Every line below that has "grid" in it should be copied.

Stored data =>
-- Opening Marker --

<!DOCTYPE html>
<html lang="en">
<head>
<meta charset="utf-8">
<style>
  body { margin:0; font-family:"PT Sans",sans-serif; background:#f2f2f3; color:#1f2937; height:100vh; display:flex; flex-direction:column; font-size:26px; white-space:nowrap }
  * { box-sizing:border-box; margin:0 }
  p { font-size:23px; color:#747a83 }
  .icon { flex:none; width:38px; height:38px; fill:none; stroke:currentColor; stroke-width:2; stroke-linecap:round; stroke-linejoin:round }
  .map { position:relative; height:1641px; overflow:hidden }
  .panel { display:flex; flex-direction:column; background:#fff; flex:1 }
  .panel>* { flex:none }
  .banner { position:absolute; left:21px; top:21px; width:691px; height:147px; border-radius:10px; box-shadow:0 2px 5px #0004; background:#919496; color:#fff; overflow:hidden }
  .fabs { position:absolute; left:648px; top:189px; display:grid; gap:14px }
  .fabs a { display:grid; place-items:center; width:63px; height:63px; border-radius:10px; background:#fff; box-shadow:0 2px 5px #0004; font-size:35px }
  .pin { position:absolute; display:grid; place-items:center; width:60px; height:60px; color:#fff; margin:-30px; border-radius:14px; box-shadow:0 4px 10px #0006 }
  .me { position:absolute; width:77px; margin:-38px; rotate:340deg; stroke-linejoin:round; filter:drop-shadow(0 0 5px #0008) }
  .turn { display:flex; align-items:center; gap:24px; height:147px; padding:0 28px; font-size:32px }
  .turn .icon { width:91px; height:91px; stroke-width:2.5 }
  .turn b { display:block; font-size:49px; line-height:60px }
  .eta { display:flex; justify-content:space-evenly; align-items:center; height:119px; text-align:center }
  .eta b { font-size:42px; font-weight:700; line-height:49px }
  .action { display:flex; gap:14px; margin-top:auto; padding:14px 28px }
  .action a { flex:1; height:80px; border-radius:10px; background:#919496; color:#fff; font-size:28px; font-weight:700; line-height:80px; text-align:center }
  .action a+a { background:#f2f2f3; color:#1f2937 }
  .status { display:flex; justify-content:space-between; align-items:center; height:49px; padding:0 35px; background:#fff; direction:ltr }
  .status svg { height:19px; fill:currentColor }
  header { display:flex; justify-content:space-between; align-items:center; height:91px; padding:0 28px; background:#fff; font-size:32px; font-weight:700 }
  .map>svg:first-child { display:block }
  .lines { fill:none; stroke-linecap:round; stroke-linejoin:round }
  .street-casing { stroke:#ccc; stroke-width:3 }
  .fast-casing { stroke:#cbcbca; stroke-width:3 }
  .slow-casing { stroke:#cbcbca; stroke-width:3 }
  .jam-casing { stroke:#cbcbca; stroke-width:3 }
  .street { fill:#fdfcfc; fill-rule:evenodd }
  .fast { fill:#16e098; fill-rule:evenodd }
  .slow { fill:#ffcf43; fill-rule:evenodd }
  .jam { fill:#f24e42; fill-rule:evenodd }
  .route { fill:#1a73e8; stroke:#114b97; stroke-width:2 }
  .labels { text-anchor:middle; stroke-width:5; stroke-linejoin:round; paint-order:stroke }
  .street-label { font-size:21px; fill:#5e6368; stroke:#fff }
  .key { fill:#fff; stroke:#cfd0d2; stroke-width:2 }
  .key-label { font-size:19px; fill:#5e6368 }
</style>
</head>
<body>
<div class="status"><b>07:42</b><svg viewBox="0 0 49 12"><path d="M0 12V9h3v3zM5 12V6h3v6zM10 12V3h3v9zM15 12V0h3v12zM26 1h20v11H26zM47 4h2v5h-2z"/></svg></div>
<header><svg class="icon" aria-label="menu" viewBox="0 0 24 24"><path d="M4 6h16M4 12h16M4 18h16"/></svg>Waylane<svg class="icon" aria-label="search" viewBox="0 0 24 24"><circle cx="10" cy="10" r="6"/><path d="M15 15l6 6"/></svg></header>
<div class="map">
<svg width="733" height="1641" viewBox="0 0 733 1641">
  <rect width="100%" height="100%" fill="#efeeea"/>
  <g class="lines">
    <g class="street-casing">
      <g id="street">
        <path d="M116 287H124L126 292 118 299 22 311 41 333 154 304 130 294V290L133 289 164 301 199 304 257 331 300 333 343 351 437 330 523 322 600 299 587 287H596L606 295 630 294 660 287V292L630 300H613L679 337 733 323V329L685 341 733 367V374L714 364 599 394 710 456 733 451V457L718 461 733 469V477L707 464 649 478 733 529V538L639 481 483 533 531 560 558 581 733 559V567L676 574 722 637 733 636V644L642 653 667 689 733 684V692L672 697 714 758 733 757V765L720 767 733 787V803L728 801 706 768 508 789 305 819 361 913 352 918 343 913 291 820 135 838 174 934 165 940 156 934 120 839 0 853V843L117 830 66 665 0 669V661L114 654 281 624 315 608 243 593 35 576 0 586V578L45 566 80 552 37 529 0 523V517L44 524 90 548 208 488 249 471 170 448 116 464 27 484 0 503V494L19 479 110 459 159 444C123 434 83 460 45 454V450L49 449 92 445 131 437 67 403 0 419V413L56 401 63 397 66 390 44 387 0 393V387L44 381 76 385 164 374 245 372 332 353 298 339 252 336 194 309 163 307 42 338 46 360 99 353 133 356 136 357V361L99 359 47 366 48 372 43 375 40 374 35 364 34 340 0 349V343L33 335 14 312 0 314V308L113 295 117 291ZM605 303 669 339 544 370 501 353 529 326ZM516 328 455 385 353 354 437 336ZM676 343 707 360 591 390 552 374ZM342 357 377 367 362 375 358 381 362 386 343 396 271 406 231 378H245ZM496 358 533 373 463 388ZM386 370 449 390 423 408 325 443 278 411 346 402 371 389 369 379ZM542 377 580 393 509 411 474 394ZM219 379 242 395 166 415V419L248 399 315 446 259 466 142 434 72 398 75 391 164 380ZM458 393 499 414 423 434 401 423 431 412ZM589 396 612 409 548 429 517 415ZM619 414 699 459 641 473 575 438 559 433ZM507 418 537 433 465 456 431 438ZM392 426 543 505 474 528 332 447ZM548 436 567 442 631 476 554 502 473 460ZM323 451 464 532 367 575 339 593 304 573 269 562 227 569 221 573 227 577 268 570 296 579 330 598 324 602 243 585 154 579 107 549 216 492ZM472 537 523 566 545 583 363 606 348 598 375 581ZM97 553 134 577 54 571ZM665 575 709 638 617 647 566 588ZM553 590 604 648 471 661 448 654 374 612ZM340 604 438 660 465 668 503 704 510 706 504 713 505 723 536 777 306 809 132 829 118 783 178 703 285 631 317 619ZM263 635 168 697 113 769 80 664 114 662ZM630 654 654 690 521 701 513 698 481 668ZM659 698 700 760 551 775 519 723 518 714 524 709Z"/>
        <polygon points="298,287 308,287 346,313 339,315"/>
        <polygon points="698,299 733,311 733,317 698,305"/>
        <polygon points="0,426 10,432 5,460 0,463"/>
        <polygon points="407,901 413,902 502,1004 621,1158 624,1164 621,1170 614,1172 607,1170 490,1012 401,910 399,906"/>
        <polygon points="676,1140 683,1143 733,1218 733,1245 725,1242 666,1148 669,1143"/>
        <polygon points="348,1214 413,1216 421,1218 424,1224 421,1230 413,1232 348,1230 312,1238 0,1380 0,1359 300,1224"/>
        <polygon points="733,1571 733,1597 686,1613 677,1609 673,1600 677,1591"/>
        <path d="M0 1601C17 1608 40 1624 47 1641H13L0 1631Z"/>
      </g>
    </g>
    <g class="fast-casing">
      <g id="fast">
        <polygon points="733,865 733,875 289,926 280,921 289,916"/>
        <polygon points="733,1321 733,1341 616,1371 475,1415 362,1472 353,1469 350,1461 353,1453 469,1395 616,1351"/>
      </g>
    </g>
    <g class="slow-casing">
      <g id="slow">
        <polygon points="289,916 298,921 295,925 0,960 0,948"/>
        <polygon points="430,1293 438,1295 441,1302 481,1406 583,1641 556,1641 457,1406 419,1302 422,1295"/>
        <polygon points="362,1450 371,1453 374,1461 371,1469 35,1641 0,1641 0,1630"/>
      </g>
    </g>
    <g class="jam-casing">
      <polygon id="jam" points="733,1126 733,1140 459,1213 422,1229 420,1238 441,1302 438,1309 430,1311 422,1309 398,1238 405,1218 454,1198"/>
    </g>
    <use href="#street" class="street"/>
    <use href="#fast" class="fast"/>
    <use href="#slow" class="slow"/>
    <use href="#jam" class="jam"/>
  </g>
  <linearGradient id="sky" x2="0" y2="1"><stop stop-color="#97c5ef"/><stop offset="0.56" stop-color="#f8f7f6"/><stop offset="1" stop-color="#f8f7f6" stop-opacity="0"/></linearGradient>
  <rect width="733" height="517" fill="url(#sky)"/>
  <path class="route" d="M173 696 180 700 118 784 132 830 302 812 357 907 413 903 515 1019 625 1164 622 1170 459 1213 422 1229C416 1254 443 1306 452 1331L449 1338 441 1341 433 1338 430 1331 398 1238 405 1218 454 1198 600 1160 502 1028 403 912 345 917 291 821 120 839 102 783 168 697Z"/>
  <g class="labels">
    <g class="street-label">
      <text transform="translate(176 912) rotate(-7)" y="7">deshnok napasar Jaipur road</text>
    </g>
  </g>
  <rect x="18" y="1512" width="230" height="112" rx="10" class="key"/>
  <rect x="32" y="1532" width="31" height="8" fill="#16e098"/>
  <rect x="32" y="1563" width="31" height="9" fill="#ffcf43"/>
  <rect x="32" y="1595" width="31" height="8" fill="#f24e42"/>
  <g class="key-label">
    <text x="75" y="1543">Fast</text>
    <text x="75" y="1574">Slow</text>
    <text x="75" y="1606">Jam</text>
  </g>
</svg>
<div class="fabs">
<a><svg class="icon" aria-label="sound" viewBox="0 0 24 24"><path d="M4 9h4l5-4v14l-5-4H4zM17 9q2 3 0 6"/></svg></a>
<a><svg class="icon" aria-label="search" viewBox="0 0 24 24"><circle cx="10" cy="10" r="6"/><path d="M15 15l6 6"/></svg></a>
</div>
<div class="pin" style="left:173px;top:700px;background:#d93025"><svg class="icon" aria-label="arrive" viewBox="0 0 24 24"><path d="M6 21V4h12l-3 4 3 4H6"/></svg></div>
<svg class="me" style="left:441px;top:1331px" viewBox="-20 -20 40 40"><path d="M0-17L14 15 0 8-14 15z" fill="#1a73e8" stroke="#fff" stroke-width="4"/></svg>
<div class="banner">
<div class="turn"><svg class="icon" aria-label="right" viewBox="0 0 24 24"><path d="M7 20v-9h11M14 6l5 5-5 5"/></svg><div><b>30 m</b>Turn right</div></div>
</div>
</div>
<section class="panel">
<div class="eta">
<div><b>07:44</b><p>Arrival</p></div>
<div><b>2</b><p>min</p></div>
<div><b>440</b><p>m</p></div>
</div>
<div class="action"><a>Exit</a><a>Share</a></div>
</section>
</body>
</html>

-- Closing Marker --

Result of this task =>
  .fabs { position:absolute; left:648px; top:189px; display:grid; gap:14px }
  .fabs a { display:grid; place-items:center; width:63px; height:63px; border-radius:10px; background:#fff; box-shadow:0 2px 5px #0004; font-size:35px }
  .pin { position:absolute; display:grid; place-items:center; width:60px; height:60px; color:#fff; margin:-30px; border-radius:14px; box-shadow:0 4px 10px #0006 }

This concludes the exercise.